PROBLEM DESCRIPTION: Search the records for the word "Math" and copy each line in which it appears.

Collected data

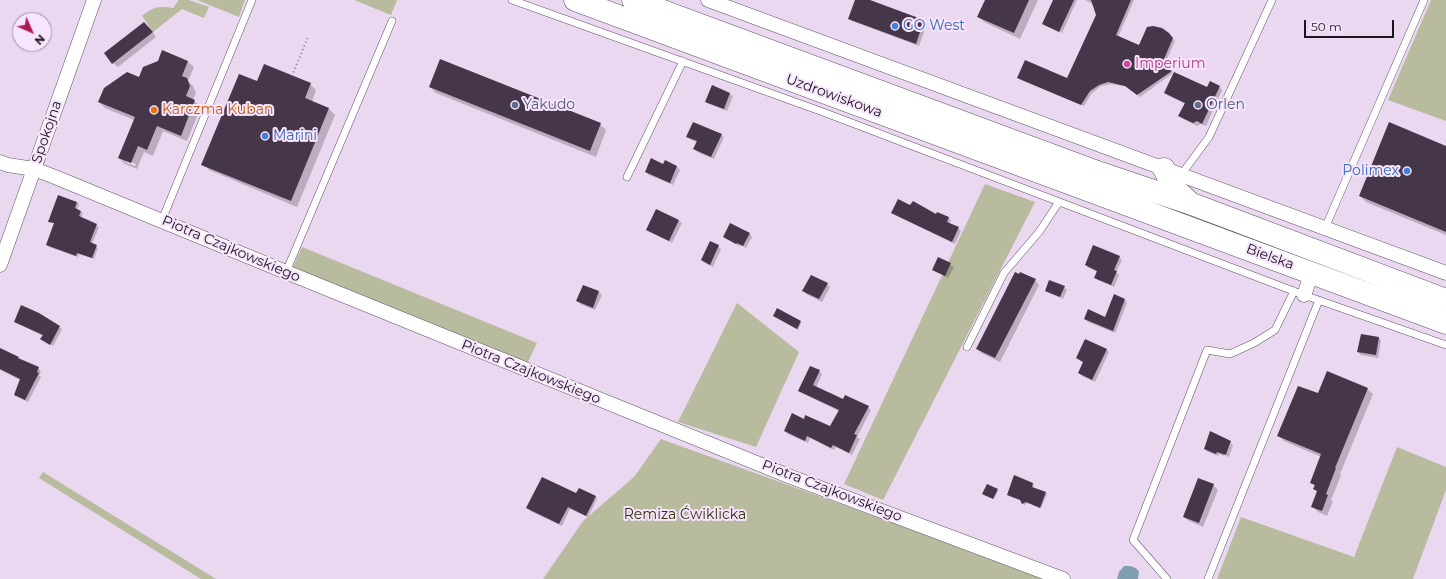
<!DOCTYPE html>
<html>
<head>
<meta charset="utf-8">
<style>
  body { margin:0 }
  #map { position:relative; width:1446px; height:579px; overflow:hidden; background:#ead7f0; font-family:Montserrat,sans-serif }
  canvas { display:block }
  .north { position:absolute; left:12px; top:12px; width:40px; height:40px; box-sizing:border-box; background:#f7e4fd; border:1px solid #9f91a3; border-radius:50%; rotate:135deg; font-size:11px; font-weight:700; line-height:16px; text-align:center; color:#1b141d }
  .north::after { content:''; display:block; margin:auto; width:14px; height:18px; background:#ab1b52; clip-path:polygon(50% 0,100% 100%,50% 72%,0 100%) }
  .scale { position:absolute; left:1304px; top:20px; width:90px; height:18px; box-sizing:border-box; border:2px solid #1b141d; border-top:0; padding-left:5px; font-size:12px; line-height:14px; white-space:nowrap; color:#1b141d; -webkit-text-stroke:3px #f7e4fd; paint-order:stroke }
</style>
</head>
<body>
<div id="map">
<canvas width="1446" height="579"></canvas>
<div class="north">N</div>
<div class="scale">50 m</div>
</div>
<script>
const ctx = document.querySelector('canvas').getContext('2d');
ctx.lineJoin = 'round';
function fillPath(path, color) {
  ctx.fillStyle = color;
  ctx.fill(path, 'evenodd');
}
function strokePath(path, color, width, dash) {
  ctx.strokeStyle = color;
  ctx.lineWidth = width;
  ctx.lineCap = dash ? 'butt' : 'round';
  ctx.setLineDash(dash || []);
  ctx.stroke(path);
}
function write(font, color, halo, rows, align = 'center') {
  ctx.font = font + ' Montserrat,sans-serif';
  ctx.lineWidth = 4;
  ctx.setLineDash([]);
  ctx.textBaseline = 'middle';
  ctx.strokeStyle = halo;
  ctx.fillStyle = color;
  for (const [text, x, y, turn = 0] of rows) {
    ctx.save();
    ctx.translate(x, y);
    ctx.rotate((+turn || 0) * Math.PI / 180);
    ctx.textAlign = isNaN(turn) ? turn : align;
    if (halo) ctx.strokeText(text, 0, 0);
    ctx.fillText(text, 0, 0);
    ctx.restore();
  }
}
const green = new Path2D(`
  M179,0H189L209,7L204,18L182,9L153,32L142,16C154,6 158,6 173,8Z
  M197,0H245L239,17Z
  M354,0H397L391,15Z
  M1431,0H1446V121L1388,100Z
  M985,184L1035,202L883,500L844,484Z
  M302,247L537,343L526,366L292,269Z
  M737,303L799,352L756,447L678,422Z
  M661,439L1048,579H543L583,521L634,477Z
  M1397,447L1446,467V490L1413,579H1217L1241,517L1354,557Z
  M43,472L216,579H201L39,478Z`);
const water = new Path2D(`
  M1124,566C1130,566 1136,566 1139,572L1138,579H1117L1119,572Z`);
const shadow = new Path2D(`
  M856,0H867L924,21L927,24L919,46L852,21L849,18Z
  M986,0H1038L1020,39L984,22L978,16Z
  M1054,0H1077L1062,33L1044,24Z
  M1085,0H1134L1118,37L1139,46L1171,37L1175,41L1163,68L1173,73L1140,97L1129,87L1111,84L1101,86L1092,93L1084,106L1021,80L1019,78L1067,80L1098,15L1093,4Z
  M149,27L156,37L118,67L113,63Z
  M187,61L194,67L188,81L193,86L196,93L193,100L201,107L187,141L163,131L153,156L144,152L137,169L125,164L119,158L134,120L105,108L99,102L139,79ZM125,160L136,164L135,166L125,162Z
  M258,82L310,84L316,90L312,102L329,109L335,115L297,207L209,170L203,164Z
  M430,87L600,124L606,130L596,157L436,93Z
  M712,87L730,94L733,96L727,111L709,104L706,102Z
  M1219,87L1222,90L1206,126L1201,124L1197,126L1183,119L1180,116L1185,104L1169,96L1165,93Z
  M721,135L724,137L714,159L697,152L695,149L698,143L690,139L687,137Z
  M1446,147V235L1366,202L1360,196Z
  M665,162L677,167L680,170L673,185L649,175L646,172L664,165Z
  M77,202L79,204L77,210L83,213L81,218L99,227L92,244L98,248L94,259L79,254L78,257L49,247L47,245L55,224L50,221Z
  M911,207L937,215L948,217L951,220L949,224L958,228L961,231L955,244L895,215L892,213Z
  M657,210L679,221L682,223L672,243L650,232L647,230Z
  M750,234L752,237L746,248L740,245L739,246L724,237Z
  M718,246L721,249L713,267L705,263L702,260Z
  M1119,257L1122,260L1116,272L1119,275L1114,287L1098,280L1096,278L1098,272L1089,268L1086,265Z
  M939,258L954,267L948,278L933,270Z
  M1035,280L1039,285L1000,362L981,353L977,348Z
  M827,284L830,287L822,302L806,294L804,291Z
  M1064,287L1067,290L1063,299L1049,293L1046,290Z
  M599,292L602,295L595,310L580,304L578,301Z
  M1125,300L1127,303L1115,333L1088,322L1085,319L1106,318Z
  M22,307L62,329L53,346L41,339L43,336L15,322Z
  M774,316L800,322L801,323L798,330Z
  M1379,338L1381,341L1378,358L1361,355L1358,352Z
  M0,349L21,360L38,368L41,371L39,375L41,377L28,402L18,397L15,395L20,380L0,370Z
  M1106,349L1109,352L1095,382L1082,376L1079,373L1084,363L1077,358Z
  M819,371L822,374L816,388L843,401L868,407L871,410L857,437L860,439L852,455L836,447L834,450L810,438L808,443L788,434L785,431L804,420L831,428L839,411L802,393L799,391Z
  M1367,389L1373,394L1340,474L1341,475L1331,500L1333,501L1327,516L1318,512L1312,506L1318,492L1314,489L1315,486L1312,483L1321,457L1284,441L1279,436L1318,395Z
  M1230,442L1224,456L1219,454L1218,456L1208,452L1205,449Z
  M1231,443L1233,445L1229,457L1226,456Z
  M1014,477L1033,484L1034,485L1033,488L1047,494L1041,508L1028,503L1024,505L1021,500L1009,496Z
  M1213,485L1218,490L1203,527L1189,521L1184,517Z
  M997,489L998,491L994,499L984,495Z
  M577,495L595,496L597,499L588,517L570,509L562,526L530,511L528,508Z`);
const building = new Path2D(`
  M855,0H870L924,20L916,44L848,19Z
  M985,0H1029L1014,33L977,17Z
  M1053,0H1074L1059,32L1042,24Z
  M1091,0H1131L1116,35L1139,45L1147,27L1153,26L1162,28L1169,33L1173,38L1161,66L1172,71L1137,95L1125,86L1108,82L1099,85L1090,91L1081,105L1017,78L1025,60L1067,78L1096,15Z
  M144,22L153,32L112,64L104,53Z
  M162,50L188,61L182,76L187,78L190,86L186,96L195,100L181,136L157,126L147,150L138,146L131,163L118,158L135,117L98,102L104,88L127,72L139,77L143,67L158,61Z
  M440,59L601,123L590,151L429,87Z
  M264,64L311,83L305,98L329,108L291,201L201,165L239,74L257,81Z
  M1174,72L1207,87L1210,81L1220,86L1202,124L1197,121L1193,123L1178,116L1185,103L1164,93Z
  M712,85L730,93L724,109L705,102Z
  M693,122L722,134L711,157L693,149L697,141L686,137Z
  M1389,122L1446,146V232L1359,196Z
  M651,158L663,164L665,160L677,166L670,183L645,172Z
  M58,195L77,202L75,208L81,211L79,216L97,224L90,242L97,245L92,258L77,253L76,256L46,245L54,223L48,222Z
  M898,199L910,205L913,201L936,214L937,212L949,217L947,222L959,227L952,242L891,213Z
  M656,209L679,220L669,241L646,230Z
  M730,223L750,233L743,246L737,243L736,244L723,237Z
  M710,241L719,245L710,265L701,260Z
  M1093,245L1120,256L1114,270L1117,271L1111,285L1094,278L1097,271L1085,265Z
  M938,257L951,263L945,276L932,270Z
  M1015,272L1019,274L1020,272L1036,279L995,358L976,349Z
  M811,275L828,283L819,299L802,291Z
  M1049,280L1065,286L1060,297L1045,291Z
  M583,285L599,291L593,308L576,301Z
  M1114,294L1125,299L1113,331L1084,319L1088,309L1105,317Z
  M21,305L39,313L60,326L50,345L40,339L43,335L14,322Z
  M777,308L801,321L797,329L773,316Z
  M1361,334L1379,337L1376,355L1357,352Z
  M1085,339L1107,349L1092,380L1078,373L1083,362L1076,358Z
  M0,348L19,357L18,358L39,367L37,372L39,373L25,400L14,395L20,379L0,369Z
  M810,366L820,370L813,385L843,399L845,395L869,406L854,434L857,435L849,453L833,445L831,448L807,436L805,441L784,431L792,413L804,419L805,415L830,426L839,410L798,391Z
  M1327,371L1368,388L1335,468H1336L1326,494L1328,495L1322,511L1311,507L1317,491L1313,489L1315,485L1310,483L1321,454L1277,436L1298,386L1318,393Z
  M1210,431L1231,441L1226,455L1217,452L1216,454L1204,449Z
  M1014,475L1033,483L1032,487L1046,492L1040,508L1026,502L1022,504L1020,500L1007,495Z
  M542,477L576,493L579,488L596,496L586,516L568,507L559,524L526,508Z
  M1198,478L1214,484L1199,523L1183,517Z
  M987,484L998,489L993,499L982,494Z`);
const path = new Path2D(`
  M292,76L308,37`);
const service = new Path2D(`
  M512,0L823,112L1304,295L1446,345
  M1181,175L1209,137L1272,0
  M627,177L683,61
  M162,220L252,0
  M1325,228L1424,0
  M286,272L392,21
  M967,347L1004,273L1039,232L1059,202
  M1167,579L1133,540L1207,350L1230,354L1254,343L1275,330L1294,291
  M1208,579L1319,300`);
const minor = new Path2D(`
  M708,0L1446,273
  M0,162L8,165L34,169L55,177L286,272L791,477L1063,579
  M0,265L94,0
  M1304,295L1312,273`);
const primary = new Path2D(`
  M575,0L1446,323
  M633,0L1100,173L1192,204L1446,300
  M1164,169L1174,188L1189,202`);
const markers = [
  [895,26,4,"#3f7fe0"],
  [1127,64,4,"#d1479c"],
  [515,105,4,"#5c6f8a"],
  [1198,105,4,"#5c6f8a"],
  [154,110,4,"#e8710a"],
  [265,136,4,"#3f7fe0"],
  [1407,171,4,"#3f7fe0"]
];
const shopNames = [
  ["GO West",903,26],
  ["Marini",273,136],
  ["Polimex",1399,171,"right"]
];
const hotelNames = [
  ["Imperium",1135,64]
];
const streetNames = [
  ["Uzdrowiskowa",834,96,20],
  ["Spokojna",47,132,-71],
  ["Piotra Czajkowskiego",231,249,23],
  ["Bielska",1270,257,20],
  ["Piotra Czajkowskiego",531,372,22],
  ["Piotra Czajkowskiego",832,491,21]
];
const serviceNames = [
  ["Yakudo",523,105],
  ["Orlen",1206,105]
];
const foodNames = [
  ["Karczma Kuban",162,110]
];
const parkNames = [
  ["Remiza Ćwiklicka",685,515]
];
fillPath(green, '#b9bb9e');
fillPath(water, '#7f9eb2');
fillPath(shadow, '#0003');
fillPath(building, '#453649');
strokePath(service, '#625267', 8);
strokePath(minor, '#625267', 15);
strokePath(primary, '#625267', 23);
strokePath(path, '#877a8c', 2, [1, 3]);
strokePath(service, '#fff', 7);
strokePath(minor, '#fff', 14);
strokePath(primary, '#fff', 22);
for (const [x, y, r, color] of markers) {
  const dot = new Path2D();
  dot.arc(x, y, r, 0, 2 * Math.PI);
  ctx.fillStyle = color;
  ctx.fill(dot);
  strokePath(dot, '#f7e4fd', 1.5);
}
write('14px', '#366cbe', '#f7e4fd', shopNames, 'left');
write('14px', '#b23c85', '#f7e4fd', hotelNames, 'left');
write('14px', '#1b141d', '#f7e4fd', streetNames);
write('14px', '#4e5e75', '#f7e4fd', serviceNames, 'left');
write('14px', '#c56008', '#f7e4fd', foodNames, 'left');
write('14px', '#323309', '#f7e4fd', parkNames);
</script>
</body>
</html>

YOUR RESPONSE:
    ctx.rotate((+turn || 0) * Math.PI / 180);
  dot.arc(x, y, r, 0, 2 * Math.PI);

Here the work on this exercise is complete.